3. This research paper provides multiple examples of effective regression:

4. Information on databases can be found on wikipedia or through a simple search.

Exam time

It is the time of exam again and there is the usual stream of students asking for
clarification and solution of different concepts. So here I discuss some common doubts.

Chapter 2: problem 2: Definition of a line passing through the origin in various ways.
(1) y = m x + c is useful only in two dimensions.

(2) Defining a line as collection of position vectors given by c \vec{v}, where \vec{v} can be a vector in any dimensions and c \in R. For example c(1,0,0) with c \in R would define the x-axis in three dimensions.

(3) Defining a line as intersection of two planes in 3 dimensions, for example the
intersection of the xy-plane and the xz-plane defines the x-axis.

Given any two equations of planes passing through zero, one can find the intersection and express it in terms of scaling of a vector. As an example, the intersection of 2 x + y - z = 0 and x + y + 2 z= 0 requires that z = x+y, and x = -y substituting these conditions for the coordinates of a general point (x,y,z) gives (x,y,z) = (x, -x, 0) = x (1,-1,0) The equation of a general line (not necessarily passing through the origin) can be written as \vec{a} + c \vec{v} where \vec{a} is a constant vector.

Chapter 2: problem 4, how to find a plane that passes through the given three points.
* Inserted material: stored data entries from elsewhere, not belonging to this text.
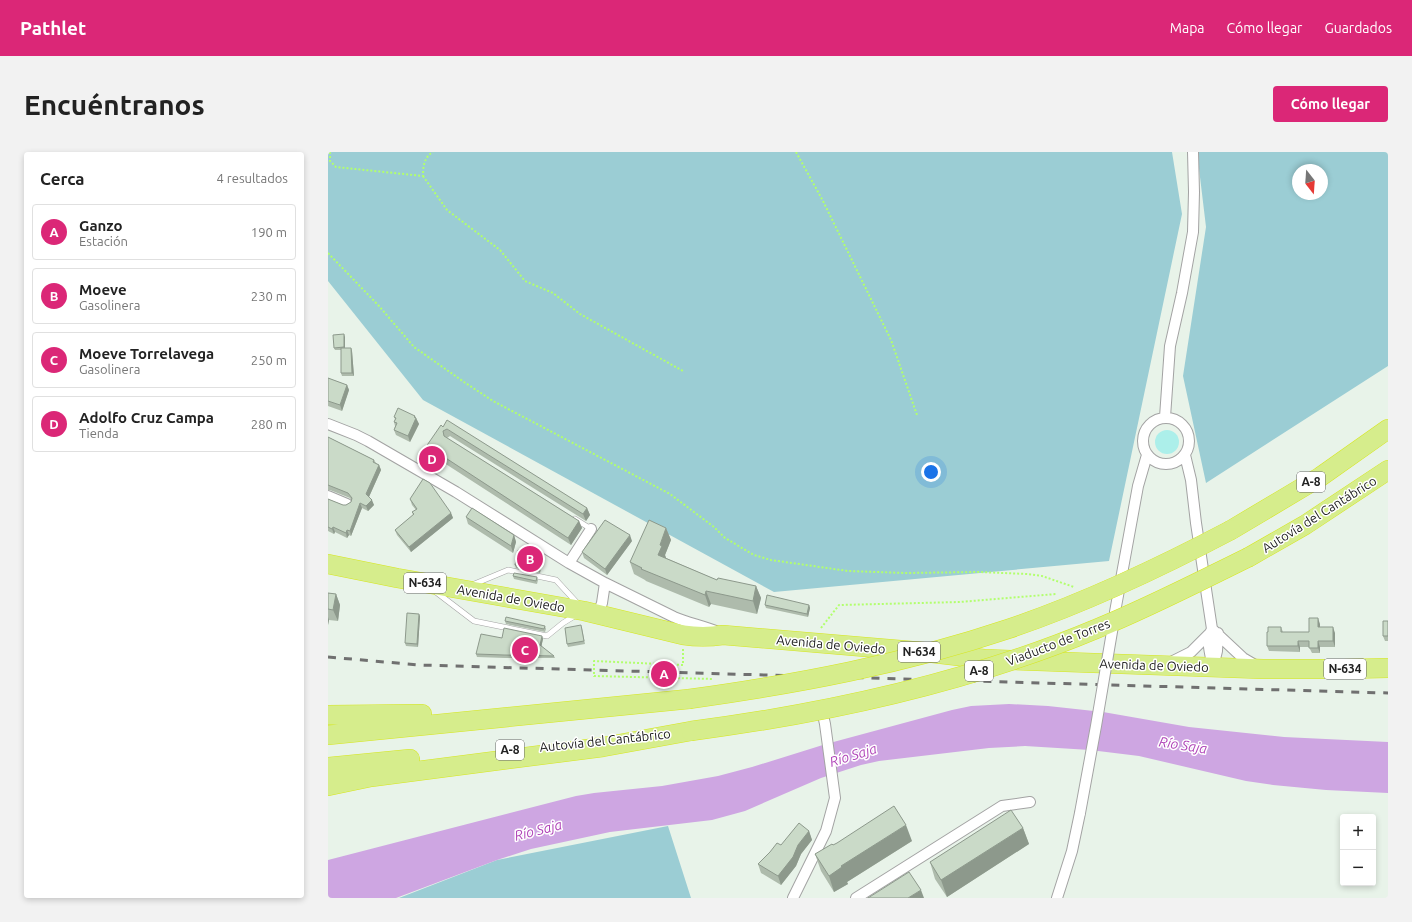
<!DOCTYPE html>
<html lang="es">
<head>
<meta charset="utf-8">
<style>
  :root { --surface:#fff; --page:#f2f2f2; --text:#222; --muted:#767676; --line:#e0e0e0; --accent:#db2777 }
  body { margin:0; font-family:Ubuntu,sans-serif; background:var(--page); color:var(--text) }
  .controls { position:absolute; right:12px; bottom:12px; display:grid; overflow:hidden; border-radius:4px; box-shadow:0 2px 6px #0003 }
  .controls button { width:36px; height:36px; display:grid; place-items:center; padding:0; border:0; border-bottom:1px solid var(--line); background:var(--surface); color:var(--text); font:20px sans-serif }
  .compass { position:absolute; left:964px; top:12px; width:36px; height:36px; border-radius:50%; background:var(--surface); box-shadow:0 2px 6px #0003; rotate:163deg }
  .you { position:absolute; left:603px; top:320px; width:14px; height:14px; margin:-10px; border:3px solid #fff; border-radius:50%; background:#1a73e8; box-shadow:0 0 0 6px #1a73e833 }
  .badge { display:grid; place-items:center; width:26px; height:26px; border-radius:50%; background:var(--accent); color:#fff; font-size:13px; font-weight:700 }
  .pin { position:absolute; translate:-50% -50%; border:2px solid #fff; box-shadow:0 1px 4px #0006 }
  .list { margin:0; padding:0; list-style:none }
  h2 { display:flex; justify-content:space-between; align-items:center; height:52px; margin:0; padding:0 16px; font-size:17px }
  h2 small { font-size:13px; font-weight:400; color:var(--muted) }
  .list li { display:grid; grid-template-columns:26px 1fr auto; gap:12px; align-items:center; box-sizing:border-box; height:56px; margin:0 8px 8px; padding:0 8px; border:1px solid var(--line); border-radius:4px }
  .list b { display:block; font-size:15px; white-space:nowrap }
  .list p { margin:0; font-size:13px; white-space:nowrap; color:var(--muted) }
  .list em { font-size:13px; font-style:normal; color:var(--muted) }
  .map { position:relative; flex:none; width:1060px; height:746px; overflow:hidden; border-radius:4px }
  header { display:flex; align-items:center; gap:24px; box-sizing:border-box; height:56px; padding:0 20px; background:var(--accent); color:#fff }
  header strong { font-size:19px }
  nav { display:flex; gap:22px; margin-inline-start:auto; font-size:14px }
  .intro { display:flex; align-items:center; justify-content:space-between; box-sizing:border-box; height:96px; padding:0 24px }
  h1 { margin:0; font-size:28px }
  .button { padding:10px 18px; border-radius:4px; background:var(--accent); color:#fff; font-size:14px; font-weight:700 }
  main { display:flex; gap:24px; padding:0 24px }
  aside { flex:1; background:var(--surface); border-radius:4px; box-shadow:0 2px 6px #0003 }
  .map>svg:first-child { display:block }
  .grass { fill:#acefea }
  .forest { fill:#9bcdd4; fill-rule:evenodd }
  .water { fill:#cea6e2 }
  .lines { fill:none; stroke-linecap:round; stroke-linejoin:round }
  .lane-casing { stroke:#a3a3a3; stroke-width:6 }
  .street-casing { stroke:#a3a3a3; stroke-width:12 }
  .highway-casing { stroke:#d7e71e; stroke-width:20 }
  .path { stroke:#b2ff6d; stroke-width:2; stroke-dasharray:2 2; stroke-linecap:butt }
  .lane { stroke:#fff; stroke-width:5 }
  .street { stroke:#fff; stroke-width:10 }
  .highway { stroke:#d6ed8c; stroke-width:19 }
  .rail { stroke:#707070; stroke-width:3; stroke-dasharray:8 8; stroke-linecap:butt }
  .street-bridge-casing { stroke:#a3a3a3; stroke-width:12; stroke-linecap:butt }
  .highway-bridge-casing { stroke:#d7e71e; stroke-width:20; stroke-linecap:butt }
  .street-bridge { stroke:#fff; stroke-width:10 }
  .highway-bridge { stroke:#d6ed8c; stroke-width:19 }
  .wall { fill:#aebbac }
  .shaded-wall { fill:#8d998c }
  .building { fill:#cadac8; stroke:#8d998c }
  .labels { text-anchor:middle; stroke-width:3; stroke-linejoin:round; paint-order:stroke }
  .shield { fill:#fff; stroke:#646464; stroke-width:1 }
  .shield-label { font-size:12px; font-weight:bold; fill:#222 }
  .street-label { font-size:13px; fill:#222; stroke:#fff }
  .water-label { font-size:14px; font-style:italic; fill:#b146b9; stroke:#fff }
</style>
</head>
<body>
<header>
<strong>Pathlet</strong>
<nav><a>Mapa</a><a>Cómo llegar</a><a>Guardados</a></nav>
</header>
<div class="intro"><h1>Encuéntranos</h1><a class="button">Cómo llegar</a></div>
<main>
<aside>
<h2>Cerca<small>4 resultados</small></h2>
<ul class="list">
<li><span class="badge">A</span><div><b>Ganzo</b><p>Estación</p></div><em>190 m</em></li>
<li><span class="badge">B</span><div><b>Moeve</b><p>Gasolinera</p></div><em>230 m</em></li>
<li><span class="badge">C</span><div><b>Moeve Torrelavega</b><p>Gasolinera</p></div><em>250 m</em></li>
<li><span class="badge">D</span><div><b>Adolfo Cruz Campa</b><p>Tienda</p></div><em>280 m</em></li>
</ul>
</aside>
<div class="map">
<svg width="1060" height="746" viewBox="0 0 1060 746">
  <rect width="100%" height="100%" fill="#e8f3e9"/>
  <path class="grass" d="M827 290a12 12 0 1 1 24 0a12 12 0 1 1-24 0Z"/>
  <path class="forest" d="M 0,0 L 844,0 L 854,62 L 781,409 L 446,440 L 95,248 L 0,129 Z
    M 869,0 L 1060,0 L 1060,214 L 878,331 L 855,224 L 878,75 ZM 970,18 L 994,18 L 994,42 L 970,42 Z
    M 340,674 L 363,746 L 71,746 L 169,708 Z"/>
  <path class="water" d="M 681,552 L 720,554 L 775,560 L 861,575 L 956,585 L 1060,590 L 1060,641 L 998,638 L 945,633 L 918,629 L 811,604 L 762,598 L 697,594 L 661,596 L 551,609 L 533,613 L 493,626 L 417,659 L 384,668 L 282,680 L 203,697 L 169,708 L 68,746 L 0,746 L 0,708 L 248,644 L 266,641 L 334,634 L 390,624 L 424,615 L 498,592 L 624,558 L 643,554 Z"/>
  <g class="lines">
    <g class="lane-casing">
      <path id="lane" d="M 247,367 L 263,377
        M 144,433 L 180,418 L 228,428 L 251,453
        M 108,440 L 146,469 L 219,484 L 235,471 L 248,463"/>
    </g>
    <g class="street-casing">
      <path id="street" d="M 837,265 L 842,194 L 854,141 L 865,80 L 866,40 L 865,0
        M815 289a23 23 0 1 1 46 0a23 23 0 1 1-46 0Z
        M 0,272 L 28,283 L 40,289 L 128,340 L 241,411 L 277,431 L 346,465 C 360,471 376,474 390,480
        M 857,303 L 863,328 L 868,371 L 884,477 C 877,489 883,503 885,516
        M 0,344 L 19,352
        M 241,411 L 263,377
        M 787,460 L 810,334 L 819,303
        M 270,462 L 274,451 L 277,431
        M 884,477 L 915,506 L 927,513
        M 843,510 L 863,500 L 881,482
        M 886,511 L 889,499 L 890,481
        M 465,746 L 498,679 L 507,646 L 497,572 L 493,554
        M 528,746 L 674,654 L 702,650
        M 729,746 L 744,699 L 752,661"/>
    </g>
    <g class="highway-casing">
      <path id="highway" d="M 903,378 L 992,325 L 1060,277
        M 921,405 L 977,373 L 1060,318
        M 0,412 L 69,426 L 256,459 L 355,483 C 369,485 381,485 395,483 L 596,500 L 656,507 L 935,517 L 1016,517 L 1060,516
        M 0,563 L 94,562
        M 0,583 L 361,547
        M 0,615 L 82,607
        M 0,634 L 43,625 L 275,595 L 363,579"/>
    </g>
    <path class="path" d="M 2,0 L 2,9 L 8,15 L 95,24 C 95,15 96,5 105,0
      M 468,0 L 495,49 L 563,188 L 589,263
      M 95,24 L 119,58 L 172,98 L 197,129 L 225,141 L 252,162 L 355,219
      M 0,101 L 51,154 L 86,195 L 136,230 L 165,249 L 342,342 L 386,375 L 397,386 L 426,403 L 443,408 L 520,419 L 577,421 L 651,420 L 699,422 L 714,424 L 746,435
      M 493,476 L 511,453 L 632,450 L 728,442
      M 355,497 L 355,513 L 266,509 L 266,524 L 385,527"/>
    <use href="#lane" class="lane"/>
    <use href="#street" class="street"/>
    <use href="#highway" class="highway"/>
    <path class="rail" d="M 0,505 L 91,513 L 1060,541"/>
    <g class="street-bridge-casing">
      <path id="street-bridge" d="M 752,661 L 768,574 L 786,468"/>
    </g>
    <g class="highway-bridge-casing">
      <path id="highway-bridge" d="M 361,547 C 469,532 576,512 680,477 C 757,451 831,416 903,378
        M 363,579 C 501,561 639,531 768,477 C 820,456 870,430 921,405"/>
    </g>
    <use href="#street-bridge" class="street-bridge"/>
    <use href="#highway-bridge" class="highway-bridge"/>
  </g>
  <path class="wall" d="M 17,185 L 17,196 L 23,196 L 24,199 L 26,224 L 14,224 L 13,221 L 13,198 L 7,198 L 6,196 Z
    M 0,226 L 19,233 L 21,238 L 14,259 L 0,254 Z
    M 66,265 L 88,266 L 91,272 L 82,290 L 68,283 L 66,278 L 67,274 L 66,270 L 67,267 Z
    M 115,275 L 259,356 L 262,363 L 258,369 L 122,284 L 119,286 L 251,369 L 254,376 L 243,393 L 110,307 L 104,315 L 96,310 L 93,302 Z
    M 0,285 L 46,308 L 48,311 L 51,313 L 53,318 L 41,345 L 46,353 L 40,359 L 34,356 L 23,384 L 21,383 L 19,386 L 7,380 L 6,382 L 0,379 L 0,347 L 15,353 L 18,353 L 23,350 L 23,348 L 22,346 L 2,338 L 0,338 Z
    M 82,347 L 123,361 L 125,366 L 83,400 L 69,383 L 67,378 L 85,363 L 84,360 L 88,358 L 84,353 Z
    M 138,365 L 186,383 L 188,390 L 185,401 L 140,372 Z
    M 338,376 L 343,388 L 337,403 L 338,406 L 389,428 L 428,434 L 433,446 L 429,462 L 383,452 L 381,455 L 318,429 L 317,428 L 306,422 L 302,410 Z
    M 304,389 L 279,423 L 256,406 L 254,400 Z
    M 208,405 L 207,410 L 212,411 L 213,414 L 212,421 L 188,416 L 187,413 Z
    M 185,424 L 209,425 L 210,428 L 209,432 L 186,427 Z
    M 0,441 L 8,442 L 12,453 L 10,469 L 1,468 L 0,473 Z
    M 437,453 L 481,453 L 482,456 L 480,465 L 438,456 Z
    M 92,464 L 90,495 L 78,494 L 77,491 Z
    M 177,469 L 217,474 L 218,477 L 217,480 L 178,472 Z
    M 1060,469 L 1060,489 L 1057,489 L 1055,484 Z
    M 992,472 L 992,475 L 1007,481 L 1007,495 L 992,495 L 992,501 L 984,501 L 981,495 L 972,495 L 972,500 L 941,499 L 939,494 L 940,480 L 953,475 L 955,480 L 981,480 Z
    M 254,476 L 257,492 L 240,495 L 239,492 Z
    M 214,484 L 215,487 L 213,495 L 226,504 L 227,506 L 177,506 L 149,505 L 148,502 L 174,486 Z
    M 695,676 L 701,692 L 619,745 L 607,727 L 602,710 Z
    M 481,679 L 484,688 L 473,702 L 468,714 L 453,733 L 433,721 L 430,712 L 453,693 Z
    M 584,689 L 519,730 L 520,732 L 506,740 L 493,719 L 487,702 L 505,693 Z"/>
  <path class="shaded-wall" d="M 16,182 L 17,185 L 17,198 L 16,195 Z
    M 23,196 L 24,199 L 26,224 L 24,221 Z
    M 19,233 L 21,238 L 14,259 L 12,253 Z
    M 87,264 L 91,272 L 82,290 L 80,284 Z
    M 107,299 L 110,307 L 104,315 L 102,308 Z
    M 51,313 L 53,318 L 40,347 L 38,342 Z
    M 44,348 L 46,353 L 40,359 L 38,354 Z
    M 32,351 L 34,356 L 23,384 L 22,379 Z
    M 259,356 L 262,363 L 258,369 L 255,362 Z
    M 123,361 L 125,366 L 83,400 L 81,395 Z
    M 251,369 L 254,376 L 243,393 L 240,386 Z
    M 5,375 L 7,380 L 6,382 L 4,377 Z
    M 338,376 L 343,388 L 337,403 L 338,406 L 334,415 L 330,403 L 332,393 Z
    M 19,378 L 21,383 L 19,386 L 18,381 Z
    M 186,383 L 188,390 L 185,401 L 183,394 Z
    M 302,383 L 304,389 L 279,423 L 277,417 Z
    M 207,402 L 208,405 L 206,412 L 205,409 Z
    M 212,411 L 213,414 L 212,421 L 211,418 Z
    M 428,434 L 433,446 L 429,462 L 425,449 Z
    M 378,439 L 383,452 L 381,455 L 377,443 Z
    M 8,442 L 12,453 L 10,469 L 5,458 Z
    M 481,453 L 482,456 L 480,465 L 479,462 Z
    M 91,462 L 92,464 L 90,495 L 89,492 Z
    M 0,465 L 1,468 L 0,473 Z
    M 990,466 L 992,472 L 992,481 L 990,475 Z
    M 1005,475 L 1007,481 L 1007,495 L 1005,489 Z
    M 214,484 L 215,487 L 213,496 L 212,493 Z
    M 970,489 L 972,495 L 972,500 L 970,494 Z
    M 990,489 L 992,495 L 992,501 L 990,496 Z
    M 578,673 L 584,689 L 519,730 L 520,732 L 506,740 L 501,724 L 513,714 Z
    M 695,676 L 701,692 L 619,745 L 613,728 Z
    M 481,679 L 484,688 L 473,702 L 468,714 L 453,733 L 450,724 L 470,693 Z
    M 593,738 L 596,746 L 580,746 Z"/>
  <path class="building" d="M 16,182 L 16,195 L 6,196 L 5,183 Z
    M 13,196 L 23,196 L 24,221 L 13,221 Z
    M 0,226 L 19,233 L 12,253 L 0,249 Z
    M 70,256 L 87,264 L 86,265 L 88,266 L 80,284 L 66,278 L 69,271 L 66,270 L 68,266 L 66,265 Z
    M 119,268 L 259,356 L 255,362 L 119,277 L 115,279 L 116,284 L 251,369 L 240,386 L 107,299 L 102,308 L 93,302 L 113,273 L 115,275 Z
    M 0,285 L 46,308 L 45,310 L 51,313 L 38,342 L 44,348 L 38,354 L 32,351 L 22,379 L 19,378 L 18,381 L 5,375 L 4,377 L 0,375 L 0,347 L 15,353 L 18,353 L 23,350 L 24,346 L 20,341 L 0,333 Z
    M 95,327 L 102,331 L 123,361 L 81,395 L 67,378 L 86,362 L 84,360 L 89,357 L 82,347 Z
    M 144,356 L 186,383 L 183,394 L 138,365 Z
    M 277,368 L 302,383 L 277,417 L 254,400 Z
    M 321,368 L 338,376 L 332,393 L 334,394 L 330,403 L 389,428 L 390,426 L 428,434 L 425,449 L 378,439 L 377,443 L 313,417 L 314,416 L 302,410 Z
    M 190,398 L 207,402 L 205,409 L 212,411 L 211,418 L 187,413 Z
    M 186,421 L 209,425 L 208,429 L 185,424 Z
    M 0,441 L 8,442 L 5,458 L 0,457 Z
    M 439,443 L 481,453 L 479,462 L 437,453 Z
    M 79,461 L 91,462 L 89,492 L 77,491 Z
    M 178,465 L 217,474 L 216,477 L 177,469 Z
    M 981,466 L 990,466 L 990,475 L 1005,475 L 1005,489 L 990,489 L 990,496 L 981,496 L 981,489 L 970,489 L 970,494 L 939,494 L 939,480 L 940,480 L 940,475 L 953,475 L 953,480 L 981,480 Z
    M 1055,469 L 1060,469 L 1060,484 L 1055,484 Z
    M 253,473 L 256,489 L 239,492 L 237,476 Z
    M 176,476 L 214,484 L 212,493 L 226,504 L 176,503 L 148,502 L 153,482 L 174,486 Z
    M 566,654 L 578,673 L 513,714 L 514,715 L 501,724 L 487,702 L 504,692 L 505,693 L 509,691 Z
    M 683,658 L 695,676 L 613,728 L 602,710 Z
    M 471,671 L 481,679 L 470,693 L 465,705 L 450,724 L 430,712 L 442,700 L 449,691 L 453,693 Z
    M 581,720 L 593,738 L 580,746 L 540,746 Z"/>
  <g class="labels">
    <g class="shield">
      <rect x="969" y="320" width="28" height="20" rx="3"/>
      <rect x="76" y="421" width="42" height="20" rx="3"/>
      <rect x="570" y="490" width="42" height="20" rx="3"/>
      <rect x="996" y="507" width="42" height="20" rx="3"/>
      <rect x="637" y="509" width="28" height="20" rx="3"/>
      <rect x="168" y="588" width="28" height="20" rx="3"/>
    </g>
    <g class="shield-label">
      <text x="983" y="334">A-8</text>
      <text x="97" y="435">N-634</text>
      <text x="591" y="504">N-634</text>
      <text x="1017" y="521">N-634</text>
      <text x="651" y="523">A-8</text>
      <text x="182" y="602">A-8</text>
    </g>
    <g class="street-label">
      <text transform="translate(991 362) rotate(-32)" y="5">Autovía del Cantábrico</text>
      <text transform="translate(183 446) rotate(10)" y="5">Avenida de Oviedo</text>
      <text transform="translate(730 490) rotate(-21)" y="5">Viaducto de Torres</text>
      <text transform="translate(503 492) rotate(5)" y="5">Avenida de Oviedo</text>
      <text transform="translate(826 513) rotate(2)" y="5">Avenida de Oviedo</text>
      <text transform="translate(277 588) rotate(-6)" y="5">Autovía del Cantábrico</text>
    </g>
    <g class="water-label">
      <text transform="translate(855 593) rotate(9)" y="5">Río Saja</text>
      <text transform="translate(525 603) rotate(-17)" y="5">Río Saja</text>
      <text transform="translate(210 678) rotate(-14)" y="5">Río Saja</text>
    </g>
  </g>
</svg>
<div class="controls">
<button>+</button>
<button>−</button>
</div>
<svg class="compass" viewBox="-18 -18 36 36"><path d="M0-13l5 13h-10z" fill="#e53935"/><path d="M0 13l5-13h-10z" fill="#767676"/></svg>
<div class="you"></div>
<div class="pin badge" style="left:336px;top:522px">A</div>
<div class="pin badge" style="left:202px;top:407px">B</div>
<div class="pin badge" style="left:197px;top:498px">C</div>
<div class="pin badge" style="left:104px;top:307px">D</div>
</div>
</main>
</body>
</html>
Assume a general equation of a plane ax + b y + c z = 0, insist that the given points satisfy the equation and solve for a,b,c.

Chapter 3: problem 5, notice that the B matrix has only two rows that are linearly independent. There are 3 variables, hence one variable is free. Thus either there are infinite solutions or there is no solution. When the \vec{b} is chosen such that equations 1 and 3 and equations 2 and 4 are the same, the equation is solvable with infinite solutions, whereas if \vec{b} is chosen so that two of there equations are different then the matrix equation has no solution.